Geohistograms in Python

Lately when working on a data analysis project I was asked to show the customer distribution based on their post code on a map. Never before I have done any geographic plots, so had to research the topic a bit. I have found a great library for that specific case and would like to share how to use it in this quick tutorial - how to show unemployment rates on maps.

Installation

For our visualizations we will be using Folium. This is a description from the authors:

Folium makes it easy to visualize data that’s been manipulated in Python on an interactive leaflet map. It enables both the binding of data to a map for choropleth visualizations as well as passing rich vector/raster/HTML visualizations as markers on the map. The library has a number of built-in tilesets from OpenStreetMap, Mapbox, and Stamen, and supports custom tilesets with Mapbox or Cloudmade API keys. folium supports both Image, Video, GeoJSON and TopoJSON overlays.

That sounds neat. To install folium for our project, we just need to run one of the below (depending which Python distribution you are using):

# Pick one of those
conda install folium -c conda-forge
pip install folium

Creating the map

So as we got our data ready we can start building the visualizations. First of all, we need to… you guessed it! Import the folium package.

import folium

The next step is to create a Map object with selected parameters (you can create the object without parameters to just show a world map). We will utilize the location and zoom_start parameters to specify which map fragment to show. Moreover we will use the tiles and attr for map styling. The specified latitude and longitude describes the center of Poland, while the zoom is set respectively to see the whole country.

pl_map = folium.Map(
    location=[51.9194, 19.1451],
    zoom_start=6,
)

Colored map

The map looks good, but why not make it better for our analysis. We really don’t need all those fancy colors. To change the style of the map, we need to use the before-mentioned tiles and attr properties. You can get values for many different styles from leaflet-providers. In this tutorial I used the CartoDB.PositronNoLabels theme. As you can see below, the map looks much more clear now.

# Add those to folium.Map() parameters
tiles='https://{s}.basemaps.cartocdn.com/light_nolabels/{z}/{x}/{y}{r}.png',
attr='&copy; <a href="https://www.openstreetmap.org/copyright">OpenStreetMap</a> contributors &copy; <a href="https://carto.com/attributions">CARTO</a>'

White map

Adding data to the map

The data I’m using is unemployment rates for each of the districts in Poland for april 2019. I took the data from Statistics Poland and it is available here. For the purposes of this tutorial, I converted the data into a json and imported it into a pandas DataFrame. The head of the DataFrame can be seen below:

NAME RATE
Swietokrzyskie 8.0
Wielkopolskie 3.0
Kujawsko-Pomorskie 8.4
Malopolskie 4.5
Dolnoslaskie 5.0


Moreover, to display the data on the map, I needed a GeoJson containing all the districts in Poland. The github user filipstachura provided a really great gist that we can download: GeoJSON with Polish Administrative Areas Boundaries. We will use this one soon!

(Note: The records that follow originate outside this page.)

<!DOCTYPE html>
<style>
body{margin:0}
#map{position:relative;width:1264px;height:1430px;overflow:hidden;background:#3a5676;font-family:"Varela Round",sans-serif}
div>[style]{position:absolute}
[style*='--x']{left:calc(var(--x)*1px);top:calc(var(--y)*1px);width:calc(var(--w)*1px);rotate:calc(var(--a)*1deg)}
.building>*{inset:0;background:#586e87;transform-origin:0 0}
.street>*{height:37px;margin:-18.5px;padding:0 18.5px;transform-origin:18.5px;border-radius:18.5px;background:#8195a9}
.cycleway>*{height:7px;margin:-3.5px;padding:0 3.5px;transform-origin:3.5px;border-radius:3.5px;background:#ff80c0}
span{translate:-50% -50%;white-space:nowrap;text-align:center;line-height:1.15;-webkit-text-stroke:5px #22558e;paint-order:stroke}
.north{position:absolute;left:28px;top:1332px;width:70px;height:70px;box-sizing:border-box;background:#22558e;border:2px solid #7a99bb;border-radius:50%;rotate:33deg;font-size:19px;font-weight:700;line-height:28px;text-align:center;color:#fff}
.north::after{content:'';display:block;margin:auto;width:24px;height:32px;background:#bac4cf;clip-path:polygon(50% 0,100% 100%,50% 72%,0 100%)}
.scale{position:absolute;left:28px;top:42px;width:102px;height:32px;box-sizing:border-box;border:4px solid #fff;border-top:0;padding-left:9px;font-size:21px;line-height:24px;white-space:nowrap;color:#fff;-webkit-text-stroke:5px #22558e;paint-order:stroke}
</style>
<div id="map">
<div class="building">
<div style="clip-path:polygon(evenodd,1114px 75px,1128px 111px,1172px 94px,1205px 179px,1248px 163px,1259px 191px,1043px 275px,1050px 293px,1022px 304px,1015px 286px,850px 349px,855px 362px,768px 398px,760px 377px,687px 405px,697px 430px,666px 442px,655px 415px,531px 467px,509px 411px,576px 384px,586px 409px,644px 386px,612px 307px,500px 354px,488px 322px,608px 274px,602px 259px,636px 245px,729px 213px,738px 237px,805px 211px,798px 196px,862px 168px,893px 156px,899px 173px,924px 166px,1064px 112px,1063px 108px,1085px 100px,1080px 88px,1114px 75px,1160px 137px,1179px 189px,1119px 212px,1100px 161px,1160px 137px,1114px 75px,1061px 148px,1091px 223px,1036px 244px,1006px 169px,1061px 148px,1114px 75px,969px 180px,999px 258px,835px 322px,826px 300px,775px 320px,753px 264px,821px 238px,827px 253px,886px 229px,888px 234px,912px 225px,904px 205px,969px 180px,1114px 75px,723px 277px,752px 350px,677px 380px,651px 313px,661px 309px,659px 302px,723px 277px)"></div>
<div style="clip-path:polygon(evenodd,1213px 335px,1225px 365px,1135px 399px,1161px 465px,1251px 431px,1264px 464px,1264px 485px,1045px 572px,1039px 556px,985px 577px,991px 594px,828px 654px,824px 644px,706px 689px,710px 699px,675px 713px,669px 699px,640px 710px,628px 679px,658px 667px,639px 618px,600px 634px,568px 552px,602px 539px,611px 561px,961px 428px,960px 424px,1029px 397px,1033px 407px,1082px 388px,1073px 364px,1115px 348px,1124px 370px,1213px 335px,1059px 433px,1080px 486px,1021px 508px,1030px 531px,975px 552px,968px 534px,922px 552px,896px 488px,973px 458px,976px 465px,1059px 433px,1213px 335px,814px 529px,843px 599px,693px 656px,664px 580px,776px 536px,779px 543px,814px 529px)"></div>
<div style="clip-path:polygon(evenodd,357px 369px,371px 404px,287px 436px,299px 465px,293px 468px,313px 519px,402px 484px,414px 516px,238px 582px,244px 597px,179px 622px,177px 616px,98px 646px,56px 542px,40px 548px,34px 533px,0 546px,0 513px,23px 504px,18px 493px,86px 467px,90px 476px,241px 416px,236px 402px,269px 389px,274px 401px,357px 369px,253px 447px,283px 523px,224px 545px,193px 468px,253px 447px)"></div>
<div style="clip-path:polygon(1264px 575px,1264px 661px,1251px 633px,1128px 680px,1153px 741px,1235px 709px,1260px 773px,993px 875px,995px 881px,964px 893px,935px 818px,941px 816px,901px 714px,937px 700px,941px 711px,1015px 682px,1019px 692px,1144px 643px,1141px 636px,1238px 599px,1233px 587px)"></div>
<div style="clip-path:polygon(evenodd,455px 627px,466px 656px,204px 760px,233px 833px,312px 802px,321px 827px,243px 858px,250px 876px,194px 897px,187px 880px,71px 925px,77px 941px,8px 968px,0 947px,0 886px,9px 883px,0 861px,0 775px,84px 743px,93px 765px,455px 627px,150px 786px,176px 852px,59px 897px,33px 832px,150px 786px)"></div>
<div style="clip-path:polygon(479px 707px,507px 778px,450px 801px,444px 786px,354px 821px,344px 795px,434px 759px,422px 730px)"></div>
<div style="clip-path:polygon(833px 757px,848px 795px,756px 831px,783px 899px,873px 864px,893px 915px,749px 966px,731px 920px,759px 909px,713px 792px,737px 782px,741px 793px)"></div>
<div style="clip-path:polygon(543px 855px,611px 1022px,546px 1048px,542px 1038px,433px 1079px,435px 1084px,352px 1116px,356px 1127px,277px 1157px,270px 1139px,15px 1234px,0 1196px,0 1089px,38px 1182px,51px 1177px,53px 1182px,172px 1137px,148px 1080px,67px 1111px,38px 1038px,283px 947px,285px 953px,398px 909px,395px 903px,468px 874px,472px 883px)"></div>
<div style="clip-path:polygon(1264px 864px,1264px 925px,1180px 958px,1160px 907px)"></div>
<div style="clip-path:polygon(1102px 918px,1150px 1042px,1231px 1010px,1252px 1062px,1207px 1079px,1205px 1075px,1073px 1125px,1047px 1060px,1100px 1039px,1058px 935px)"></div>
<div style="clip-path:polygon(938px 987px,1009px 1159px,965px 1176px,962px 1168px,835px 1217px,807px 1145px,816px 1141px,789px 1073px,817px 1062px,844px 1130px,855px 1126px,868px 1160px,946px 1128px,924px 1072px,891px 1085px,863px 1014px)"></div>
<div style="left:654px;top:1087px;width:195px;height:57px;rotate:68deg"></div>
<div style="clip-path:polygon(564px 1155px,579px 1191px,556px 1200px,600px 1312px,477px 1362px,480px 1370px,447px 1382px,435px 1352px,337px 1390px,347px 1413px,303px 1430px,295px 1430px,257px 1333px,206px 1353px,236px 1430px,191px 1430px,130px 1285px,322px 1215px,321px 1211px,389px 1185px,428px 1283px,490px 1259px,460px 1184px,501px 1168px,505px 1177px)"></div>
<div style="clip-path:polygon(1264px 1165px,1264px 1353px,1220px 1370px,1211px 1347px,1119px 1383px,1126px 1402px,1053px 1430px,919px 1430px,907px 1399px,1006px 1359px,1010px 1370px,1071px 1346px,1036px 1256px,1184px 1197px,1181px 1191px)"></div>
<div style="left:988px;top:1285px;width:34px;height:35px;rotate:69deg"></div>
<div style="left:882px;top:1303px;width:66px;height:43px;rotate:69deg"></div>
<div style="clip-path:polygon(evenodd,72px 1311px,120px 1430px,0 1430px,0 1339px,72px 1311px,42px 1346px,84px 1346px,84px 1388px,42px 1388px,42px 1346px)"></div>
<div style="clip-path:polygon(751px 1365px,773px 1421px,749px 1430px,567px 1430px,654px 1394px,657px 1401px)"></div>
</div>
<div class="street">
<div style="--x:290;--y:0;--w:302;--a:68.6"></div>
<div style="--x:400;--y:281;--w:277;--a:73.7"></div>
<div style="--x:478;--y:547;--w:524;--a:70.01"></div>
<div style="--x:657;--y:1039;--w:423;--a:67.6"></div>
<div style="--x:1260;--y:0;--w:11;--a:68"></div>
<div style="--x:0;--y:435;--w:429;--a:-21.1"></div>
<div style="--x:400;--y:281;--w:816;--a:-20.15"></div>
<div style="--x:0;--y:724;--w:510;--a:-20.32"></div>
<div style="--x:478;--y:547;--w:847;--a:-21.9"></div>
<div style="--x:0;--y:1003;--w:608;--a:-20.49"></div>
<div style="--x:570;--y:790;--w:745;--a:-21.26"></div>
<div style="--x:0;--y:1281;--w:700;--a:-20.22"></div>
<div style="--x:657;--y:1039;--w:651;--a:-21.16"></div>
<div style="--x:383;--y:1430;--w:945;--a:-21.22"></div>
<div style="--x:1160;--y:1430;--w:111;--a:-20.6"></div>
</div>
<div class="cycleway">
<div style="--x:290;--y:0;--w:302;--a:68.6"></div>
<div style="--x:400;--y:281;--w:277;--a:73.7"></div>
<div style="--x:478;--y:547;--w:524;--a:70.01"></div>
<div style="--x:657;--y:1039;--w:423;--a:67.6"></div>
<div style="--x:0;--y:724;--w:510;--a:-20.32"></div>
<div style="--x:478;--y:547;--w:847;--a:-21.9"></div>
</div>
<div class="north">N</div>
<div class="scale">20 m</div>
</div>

First of all, we need to create a choropleth layer, this is built in the folium package. Let’s load the GeoJSON and use it with our map. When we display the map we can see that we have really nice dark borders around every district and each of the districts is coloured blue. It’s something, but we still want to display the unemployment rates!

district_file = os.path.join('data/','poland_woj.json')

folium.Choropleth(
    geo_data=district_file,
).add_to(pl_map)

White map

To do this, we will have to use our previously created DataFrame with the name of the districts and unemployment rates. We will add five more parameters to our Choropleth. The data parameter is nothing more than our DataFrame. We select the columns to use and we tell the object to use the key_on from the GeoJSON to match our NAME column. The fill_color and legend_name are purely cosmetic.

folium.Choropleth(
    geo_data=district_file,
    data=unemployment_df,
    columns=['NAME', 'RATE'],
    key_on='properties.name',
    fill_color='Reds',
    legend_name='Unemployment Rate (%)'
).add_to(pl_map)

Unemployment map

Great job! This geohistogram looks really great!

Conclusions

The package folium is a great tool for displaying map data for analysis. It allows us to create maps, load in GeoJSON data and use our data from great tools like pandas with ease. The output of a map is a HTML file, so you possibly can use that also in your Django/Flask projects. Once again we can see why Python is such a great language, with tools like folium. Do you use any other packages for maps? Throw in a comment if you do!